▶ **What to do**
The required answer is every line of the data containing the word "roads".

◇ ◇ ◇ ◇ ◇

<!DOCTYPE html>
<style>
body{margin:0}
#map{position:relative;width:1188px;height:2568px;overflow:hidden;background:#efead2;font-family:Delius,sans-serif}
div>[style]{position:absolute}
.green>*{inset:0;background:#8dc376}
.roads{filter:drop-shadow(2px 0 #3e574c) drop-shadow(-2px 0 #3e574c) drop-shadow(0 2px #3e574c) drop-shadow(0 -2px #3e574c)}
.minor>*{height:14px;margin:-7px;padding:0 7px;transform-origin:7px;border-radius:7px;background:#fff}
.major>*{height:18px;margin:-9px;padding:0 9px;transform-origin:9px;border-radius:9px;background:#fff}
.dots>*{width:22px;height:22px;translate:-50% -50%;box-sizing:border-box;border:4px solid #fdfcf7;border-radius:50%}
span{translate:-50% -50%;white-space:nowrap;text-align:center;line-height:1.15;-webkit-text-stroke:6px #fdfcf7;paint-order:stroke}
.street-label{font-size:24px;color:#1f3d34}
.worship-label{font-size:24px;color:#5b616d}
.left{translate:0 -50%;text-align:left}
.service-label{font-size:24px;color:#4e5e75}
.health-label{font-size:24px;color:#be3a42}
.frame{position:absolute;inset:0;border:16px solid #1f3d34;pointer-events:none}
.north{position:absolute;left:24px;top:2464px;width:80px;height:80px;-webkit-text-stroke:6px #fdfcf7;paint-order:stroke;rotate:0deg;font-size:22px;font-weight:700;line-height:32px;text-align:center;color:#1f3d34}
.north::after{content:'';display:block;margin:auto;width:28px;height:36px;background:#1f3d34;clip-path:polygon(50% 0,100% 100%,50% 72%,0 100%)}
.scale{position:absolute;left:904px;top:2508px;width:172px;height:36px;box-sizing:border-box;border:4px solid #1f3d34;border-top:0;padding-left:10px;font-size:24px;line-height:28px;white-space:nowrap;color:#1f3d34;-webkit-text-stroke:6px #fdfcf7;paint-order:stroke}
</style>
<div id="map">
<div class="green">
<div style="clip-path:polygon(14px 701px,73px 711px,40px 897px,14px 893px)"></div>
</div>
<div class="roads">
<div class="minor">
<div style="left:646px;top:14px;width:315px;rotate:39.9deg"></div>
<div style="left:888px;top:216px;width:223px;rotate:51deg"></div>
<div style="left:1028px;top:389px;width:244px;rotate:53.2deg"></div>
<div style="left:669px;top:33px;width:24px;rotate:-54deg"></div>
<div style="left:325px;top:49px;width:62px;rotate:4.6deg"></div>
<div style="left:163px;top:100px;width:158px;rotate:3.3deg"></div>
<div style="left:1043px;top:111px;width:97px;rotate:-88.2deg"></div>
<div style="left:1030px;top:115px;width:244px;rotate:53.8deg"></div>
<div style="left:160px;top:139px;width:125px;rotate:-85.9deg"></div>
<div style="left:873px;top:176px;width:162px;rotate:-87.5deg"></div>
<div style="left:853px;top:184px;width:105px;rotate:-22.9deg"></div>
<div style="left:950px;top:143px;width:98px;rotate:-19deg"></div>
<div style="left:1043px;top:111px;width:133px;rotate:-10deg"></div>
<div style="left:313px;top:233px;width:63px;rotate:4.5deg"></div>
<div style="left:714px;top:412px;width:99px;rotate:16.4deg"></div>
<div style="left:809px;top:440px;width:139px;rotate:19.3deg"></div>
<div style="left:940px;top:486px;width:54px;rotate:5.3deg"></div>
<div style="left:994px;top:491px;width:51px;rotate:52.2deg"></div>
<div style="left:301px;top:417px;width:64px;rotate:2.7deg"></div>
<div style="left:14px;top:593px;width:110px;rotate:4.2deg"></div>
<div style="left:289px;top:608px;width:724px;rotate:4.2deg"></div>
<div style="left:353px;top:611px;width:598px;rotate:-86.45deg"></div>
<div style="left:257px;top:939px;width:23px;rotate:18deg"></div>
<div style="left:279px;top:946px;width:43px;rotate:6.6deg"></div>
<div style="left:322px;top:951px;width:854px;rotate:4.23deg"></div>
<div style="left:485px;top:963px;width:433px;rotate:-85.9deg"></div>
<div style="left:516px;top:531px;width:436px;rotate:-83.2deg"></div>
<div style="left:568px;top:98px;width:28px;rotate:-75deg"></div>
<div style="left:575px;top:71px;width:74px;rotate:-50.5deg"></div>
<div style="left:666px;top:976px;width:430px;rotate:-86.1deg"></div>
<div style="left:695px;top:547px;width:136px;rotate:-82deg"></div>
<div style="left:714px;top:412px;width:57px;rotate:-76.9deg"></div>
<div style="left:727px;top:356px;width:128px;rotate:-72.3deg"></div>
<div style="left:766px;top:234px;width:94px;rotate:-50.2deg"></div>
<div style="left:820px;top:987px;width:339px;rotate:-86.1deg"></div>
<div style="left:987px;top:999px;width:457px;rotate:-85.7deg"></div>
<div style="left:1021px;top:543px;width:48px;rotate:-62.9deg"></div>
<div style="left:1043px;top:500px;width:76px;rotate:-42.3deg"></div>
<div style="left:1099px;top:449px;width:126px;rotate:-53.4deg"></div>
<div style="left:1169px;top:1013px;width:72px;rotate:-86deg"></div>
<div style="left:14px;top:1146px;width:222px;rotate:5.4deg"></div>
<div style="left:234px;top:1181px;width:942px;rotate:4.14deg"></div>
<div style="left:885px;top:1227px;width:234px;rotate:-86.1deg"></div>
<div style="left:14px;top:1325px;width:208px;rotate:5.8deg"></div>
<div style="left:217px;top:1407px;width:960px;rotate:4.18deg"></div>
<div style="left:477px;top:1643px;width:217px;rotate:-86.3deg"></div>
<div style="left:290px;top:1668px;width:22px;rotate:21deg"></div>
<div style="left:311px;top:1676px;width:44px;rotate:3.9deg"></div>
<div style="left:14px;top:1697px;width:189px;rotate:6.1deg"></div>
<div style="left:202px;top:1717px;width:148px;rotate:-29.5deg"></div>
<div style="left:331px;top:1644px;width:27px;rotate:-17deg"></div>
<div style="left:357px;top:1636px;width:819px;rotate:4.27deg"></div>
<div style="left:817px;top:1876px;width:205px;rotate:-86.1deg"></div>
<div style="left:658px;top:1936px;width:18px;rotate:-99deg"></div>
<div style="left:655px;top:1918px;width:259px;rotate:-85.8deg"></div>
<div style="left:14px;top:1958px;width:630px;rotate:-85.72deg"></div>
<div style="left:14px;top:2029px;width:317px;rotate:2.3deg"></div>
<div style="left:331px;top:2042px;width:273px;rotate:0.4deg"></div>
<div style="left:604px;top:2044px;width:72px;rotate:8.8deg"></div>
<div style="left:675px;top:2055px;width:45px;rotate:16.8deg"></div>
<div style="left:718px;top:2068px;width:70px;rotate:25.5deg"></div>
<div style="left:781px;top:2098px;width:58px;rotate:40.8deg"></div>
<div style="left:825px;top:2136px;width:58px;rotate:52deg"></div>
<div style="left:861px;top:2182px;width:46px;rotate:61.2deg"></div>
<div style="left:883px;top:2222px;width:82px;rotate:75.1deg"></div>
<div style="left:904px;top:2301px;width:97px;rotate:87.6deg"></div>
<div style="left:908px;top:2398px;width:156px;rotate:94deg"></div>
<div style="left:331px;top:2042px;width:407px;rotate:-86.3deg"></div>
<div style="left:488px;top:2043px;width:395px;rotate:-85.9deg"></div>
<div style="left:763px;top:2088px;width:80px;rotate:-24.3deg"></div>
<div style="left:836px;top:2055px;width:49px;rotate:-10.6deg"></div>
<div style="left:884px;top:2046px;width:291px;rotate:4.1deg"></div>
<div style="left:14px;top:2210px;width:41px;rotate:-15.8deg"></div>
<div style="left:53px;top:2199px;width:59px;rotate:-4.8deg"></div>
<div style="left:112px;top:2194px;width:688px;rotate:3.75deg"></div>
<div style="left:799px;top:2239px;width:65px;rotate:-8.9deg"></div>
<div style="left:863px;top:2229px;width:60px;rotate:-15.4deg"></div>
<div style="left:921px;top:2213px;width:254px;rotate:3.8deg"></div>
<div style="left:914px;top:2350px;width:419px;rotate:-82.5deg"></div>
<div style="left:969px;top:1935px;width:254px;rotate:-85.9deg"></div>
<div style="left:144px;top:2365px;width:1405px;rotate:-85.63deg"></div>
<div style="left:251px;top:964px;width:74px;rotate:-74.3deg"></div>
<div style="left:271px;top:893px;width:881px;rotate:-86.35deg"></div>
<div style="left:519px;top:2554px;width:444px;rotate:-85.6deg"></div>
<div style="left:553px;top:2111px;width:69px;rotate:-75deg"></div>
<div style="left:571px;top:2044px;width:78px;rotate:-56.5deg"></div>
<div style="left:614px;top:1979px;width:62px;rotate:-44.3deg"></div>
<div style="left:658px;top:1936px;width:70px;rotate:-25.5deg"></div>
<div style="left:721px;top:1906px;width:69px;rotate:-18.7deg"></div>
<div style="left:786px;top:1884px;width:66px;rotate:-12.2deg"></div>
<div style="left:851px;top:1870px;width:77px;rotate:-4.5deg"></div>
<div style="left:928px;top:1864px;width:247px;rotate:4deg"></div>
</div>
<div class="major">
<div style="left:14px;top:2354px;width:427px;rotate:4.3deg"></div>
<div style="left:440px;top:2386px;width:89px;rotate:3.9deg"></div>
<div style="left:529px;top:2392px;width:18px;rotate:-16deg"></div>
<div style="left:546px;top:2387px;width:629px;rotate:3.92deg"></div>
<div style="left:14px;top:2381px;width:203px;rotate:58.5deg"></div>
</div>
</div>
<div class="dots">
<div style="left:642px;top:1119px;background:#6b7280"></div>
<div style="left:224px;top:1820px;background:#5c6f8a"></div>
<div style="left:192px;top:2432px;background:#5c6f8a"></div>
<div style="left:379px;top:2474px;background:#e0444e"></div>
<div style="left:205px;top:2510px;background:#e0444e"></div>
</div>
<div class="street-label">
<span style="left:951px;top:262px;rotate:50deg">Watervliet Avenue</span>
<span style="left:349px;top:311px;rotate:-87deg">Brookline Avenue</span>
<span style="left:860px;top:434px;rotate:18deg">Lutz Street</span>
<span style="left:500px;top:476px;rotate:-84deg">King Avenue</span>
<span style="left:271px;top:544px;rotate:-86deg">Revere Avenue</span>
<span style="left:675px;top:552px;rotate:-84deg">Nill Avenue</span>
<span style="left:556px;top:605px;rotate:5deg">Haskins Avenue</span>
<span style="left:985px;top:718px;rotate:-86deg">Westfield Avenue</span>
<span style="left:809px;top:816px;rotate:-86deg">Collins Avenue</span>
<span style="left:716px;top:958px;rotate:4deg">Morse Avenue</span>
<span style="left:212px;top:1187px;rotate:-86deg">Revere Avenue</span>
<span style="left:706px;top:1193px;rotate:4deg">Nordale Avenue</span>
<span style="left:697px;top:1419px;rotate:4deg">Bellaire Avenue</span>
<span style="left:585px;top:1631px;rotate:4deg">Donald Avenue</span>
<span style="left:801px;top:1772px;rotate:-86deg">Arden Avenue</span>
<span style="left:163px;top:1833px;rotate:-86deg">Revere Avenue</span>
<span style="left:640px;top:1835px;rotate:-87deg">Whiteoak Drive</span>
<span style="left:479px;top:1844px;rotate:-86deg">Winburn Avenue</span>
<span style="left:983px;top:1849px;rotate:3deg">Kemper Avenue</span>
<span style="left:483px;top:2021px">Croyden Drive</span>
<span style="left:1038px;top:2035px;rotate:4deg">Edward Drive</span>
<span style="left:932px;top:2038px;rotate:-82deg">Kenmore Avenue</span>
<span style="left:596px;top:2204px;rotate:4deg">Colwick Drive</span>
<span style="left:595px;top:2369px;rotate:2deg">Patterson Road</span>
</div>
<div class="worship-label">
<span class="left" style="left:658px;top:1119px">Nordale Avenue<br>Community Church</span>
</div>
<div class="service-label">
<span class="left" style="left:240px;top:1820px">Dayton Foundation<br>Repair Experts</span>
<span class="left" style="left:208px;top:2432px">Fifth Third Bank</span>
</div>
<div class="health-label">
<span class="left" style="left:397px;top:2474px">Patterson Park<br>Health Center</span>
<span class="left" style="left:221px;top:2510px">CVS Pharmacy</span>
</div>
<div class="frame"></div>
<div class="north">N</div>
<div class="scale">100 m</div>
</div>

◇ ◇ ◇ ◇ ◇

▶ **Response to the exercise**
.roads{filter:drop-shadow(2px 0 #3e574c) drop-shadow(-2px 0 #3e574c) drop-shadow(0 2px #3e574c) drop-shadow(0 -2px #3e574c)}
<div class="roads">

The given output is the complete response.